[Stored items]
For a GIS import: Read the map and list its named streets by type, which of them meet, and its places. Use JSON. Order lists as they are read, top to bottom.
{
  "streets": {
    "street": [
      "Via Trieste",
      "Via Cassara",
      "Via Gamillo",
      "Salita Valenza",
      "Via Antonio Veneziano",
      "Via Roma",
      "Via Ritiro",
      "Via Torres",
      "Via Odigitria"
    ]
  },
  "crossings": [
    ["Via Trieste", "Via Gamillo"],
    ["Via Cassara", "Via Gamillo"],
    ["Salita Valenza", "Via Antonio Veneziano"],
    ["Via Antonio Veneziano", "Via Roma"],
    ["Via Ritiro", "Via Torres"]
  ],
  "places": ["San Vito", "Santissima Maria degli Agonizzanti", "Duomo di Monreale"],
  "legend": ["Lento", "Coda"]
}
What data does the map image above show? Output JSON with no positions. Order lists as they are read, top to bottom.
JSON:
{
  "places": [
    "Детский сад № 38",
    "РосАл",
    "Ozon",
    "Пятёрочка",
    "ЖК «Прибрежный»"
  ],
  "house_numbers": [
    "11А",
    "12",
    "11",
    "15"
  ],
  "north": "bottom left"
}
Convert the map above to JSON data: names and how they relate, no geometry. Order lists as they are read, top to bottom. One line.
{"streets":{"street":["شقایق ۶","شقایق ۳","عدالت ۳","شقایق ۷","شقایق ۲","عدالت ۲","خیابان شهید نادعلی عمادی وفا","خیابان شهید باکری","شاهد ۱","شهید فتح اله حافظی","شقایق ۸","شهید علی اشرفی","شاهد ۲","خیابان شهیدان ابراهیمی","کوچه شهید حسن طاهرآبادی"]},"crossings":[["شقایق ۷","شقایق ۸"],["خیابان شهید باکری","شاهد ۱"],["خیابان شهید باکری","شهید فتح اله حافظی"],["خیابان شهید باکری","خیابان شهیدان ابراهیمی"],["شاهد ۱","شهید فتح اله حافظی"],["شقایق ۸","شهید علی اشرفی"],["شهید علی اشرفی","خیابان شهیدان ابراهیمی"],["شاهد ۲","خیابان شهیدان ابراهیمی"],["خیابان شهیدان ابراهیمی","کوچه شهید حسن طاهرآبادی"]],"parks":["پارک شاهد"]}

## Task requirements
Repeat exactly, and only, the lines from the line containing "What data does" through the last line of the records above, both included.

## Task output
What data does the map image above show? Output JSON with no positions. Order lists as they are read, top to bottom.
JSON:
{
  "places": [
    "Детский сад № 38",
    "РосАл",
    "Ozon",
    "Пятёрочка",
    "ЖК «Прибрежный»"
  ],
  "house_numbers": [
    "11А",
    "12",
    "11",
    "15"
  ],
  "north": "bottom left"
}
Convert the map above to JSON data: names and how they relate, no geometry. Order lists as they are read, top to bottom. One line.
{"streets":{"street":["شقایق ۶","شقایق ۳","عدالت ۳","شقایق ۷","شقایق ۲","عدالت ۲","خیابان شهید نادعلی عمادی وفا","خیابان شهید باکری","شاهد ۱","شهید فتح اله حافظی","شقایق ۸","شهید علی اشرفی","شاهد ۲","خیابان شهیدان ابراهیمی","کوچه شهید حسن طاهرآبادی"]},"crossings":[["شقایق ۷","شقایق ۸"],["خیابان شهید باکری","شاهد ۱"],["خیابان شهید باکری","شهید فتح اله حافظی"],["خیابان شهید باکری","خیابان شهیدان ابراهیمی"],["شاهد ۱","شهید فتح اله حافظی"],["شقایق ۸","شهید علی اشرفی"],["شهید علی اشرفی","خیابان شهیدان ابراهیمی"],["شاهد ۲","خیابان شهیدان ابراهیمی"],["خیابان شهیدان ابراهیمی","کوچه شهید حسن طاهرآبادی"]],"parks":["پارک شاهد"]}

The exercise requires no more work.